How do we know car-accident victim solicitation laws haven’t gone far enough?
It’s been more than 2 years since the Michigan Legislature enacted its prohibitions and criminal sanctions for “ambulance chasing” lawyers, but little has changed in the way these leeches are hounding car wreck victims for their legal business.
We hear about this all the time.
Just recently, I wrote a blog post, “Just how bad has the lawyer ambulance chasing and car accident victim solicitation in Michigan become? Here are two recent ugly examples,” to show how bad things still are.
Here are just two examples of what car accident victims are being subjected to in the hours and days after having been seriously injured in a Michigan motor vehicle accident:
- “I was in auto accident yesterday … Today I’m getting a million calls from benefit offices. I never told anyone, but police. Should I trust these people?”

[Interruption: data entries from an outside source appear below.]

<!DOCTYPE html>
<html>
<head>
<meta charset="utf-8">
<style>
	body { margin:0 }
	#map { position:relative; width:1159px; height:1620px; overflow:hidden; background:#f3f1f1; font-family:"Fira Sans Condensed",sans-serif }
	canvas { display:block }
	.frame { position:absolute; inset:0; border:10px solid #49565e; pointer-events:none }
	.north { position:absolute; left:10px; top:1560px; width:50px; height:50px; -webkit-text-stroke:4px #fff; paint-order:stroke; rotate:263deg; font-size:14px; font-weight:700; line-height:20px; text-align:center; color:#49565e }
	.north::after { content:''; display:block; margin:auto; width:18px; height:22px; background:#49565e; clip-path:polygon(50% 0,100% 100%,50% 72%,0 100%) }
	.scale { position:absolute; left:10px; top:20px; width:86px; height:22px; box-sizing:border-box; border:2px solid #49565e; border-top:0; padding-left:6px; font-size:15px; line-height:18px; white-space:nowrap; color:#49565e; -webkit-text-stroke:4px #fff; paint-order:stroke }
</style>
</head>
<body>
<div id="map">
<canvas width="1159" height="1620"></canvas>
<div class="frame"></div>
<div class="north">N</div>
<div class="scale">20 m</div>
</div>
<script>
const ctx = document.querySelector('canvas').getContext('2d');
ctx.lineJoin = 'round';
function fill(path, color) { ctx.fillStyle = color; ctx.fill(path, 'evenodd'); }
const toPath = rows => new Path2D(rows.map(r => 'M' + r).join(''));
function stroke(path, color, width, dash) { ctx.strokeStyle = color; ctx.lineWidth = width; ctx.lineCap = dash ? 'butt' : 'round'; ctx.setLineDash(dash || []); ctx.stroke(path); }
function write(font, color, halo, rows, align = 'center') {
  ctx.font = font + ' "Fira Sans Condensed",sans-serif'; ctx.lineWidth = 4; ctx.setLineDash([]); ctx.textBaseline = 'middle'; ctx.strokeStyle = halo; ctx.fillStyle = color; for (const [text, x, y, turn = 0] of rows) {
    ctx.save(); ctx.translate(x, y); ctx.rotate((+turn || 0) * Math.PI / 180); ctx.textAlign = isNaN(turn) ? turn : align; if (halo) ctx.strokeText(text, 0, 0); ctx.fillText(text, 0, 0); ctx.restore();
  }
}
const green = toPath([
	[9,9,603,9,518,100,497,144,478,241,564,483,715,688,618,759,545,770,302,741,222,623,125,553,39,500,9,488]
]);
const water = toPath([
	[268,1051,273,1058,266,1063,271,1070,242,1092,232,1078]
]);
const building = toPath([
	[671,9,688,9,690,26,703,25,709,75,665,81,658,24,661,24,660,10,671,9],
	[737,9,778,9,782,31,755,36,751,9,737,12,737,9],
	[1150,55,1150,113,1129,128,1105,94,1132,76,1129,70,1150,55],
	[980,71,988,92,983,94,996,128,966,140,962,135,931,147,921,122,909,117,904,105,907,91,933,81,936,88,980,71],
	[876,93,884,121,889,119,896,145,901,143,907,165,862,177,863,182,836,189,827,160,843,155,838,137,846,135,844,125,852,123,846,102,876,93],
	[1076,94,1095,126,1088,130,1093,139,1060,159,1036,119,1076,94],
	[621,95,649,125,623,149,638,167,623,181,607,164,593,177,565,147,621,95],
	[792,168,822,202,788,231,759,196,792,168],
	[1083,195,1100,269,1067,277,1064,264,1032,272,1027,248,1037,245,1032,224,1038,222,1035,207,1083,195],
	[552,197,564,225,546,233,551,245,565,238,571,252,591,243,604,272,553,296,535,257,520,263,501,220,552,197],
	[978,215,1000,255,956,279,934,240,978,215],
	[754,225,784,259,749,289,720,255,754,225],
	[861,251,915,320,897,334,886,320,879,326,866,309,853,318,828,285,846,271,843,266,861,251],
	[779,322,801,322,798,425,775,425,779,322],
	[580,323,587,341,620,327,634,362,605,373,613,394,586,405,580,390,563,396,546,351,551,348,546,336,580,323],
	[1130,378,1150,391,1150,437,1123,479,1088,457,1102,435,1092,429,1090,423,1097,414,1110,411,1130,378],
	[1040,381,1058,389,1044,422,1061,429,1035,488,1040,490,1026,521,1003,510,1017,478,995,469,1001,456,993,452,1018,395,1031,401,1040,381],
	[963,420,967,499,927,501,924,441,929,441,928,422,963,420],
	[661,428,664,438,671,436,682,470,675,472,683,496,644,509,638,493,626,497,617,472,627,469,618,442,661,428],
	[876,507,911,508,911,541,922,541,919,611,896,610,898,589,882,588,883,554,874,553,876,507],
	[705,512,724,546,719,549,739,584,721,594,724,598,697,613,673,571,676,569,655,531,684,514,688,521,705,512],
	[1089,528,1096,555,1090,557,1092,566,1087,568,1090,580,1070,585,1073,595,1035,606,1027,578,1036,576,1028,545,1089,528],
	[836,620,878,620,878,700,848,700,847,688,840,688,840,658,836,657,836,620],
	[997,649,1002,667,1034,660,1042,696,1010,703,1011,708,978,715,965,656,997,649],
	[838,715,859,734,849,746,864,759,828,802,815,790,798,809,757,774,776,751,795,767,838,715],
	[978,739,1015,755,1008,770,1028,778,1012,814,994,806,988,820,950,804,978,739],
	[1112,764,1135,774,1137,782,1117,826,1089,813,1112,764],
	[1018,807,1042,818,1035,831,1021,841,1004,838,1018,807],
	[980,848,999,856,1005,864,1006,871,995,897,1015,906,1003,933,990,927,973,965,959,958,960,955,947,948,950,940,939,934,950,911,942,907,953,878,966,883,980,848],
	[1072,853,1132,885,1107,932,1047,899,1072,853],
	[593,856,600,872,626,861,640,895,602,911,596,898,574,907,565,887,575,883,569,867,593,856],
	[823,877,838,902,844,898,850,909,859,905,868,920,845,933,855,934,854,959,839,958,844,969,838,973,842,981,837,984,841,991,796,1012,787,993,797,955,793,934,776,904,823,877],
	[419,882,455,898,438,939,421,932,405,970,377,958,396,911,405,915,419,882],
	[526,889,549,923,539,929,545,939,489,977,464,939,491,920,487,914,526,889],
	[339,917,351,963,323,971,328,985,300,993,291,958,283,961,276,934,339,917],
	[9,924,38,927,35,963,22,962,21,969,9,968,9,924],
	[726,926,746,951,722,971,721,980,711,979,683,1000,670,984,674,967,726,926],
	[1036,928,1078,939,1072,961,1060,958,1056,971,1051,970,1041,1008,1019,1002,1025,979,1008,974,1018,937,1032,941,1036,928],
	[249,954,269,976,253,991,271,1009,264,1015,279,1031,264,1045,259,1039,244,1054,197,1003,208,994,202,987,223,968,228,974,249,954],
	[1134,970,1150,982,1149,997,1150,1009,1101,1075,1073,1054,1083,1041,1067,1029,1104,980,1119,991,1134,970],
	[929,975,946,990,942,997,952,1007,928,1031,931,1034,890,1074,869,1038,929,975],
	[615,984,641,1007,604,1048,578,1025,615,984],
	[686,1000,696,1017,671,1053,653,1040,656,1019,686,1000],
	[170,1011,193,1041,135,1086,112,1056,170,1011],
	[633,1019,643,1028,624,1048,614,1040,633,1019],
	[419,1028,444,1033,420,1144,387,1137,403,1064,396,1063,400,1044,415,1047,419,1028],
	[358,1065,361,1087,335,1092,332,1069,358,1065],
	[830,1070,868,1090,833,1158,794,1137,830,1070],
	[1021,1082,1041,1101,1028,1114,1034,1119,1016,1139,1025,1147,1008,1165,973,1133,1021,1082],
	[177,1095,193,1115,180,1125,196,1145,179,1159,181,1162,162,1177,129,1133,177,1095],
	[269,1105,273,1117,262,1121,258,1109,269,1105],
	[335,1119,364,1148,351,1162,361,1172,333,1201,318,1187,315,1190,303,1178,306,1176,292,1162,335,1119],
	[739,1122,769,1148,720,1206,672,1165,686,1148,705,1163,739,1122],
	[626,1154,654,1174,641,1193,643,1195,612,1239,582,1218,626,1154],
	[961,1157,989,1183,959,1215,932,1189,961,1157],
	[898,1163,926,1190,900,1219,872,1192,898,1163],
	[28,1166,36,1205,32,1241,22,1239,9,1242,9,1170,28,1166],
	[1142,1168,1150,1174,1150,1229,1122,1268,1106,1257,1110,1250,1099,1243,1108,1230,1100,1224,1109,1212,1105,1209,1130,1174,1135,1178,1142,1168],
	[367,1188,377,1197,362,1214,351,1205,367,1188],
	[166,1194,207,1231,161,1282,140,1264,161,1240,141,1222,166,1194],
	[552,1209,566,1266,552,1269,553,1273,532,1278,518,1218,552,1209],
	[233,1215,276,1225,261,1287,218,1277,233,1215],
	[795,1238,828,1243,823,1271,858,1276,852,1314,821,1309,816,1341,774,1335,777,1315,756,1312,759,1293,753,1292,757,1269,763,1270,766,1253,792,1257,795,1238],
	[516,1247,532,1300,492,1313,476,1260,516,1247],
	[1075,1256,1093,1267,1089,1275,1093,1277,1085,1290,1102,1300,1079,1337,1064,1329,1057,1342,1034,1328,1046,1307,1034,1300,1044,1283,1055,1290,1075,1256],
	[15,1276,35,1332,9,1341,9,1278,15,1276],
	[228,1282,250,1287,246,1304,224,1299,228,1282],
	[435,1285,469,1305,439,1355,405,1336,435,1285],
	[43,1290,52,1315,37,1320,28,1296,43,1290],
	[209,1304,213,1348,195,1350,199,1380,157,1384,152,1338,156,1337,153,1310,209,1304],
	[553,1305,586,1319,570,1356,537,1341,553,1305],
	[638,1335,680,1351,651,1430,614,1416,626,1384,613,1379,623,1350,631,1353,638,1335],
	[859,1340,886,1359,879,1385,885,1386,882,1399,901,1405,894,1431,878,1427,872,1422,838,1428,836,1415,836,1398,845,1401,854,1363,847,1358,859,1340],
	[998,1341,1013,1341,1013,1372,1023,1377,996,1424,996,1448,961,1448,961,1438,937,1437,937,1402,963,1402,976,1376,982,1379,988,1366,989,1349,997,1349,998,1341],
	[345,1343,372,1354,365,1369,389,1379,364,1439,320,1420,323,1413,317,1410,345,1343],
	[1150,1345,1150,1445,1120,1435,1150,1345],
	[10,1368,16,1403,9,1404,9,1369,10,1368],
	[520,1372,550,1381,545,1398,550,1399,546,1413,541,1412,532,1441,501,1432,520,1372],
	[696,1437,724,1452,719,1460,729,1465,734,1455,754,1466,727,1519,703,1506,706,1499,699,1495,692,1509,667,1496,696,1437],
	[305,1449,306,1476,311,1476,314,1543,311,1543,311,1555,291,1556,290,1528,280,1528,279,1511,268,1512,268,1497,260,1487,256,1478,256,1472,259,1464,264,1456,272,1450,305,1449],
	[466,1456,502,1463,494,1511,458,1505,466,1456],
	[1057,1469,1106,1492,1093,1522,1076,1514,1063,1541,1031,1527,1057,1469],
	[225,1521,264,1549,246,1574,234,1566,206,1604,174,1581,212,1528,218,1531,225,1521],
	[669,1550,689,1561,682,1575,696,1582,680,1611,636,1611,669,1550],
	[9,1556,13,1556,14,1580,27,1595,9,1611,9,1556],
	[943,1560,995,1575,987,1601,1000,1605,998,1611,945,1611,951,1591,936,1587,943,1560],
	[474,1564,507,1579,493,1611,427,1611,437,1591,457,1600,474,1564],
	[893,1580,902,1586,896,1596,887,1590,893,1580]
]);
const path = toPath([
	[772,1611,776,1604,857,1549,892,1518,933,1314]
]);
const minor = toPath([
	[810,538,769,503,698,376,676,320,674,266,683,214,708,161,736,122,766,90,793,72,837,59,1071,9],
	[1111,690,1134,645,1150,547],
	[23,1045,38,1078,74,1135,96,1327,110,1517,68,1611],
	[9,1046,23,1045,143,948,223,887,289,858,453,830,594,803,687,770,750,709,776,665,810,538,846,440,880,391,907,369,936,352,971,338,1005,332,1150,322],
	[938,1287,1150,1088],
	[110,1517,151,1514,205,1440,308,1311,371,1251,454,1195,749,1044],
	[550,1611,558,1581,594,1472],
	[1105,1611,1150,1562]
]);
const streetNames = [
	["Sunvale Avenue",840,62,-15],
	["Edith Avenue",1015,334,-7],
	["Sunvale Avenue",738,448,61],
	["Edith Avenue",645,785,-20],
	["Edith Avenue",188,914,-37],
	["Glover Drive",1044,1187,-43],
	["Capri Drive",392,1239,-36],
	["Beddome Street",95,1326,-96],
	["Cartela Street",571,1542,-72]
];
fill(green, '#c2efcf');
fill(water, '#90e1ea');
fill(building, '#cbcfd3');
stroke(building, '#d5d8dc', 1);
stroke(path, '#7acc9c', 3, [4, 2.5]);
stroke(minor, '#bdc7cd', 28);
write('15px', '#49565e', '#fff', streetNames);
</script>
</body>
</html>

- “[M]y son was called by lawyers the day after an accident he had. … These people set him up with doctors and a lawyer’s office today in Southfield. … The caller said he wanted to make sure my son knows about the Michigan No Fault Law and I asked how he got our number and he said it was public record. My son was ready to go to either the ER or urgent care the day after the accident, but instead they made appointments for him to see a doctor and a lawyer and they sent a driver to pick him up and drive him to these places … [S]ounds like what they used to call the Ambulance Chasers to me …”
Sadly, despite the criminal laws to deter this craven behavior, there are hundreds, if not thousands, of car wreck victims dealing with his unlawful solicitation every day.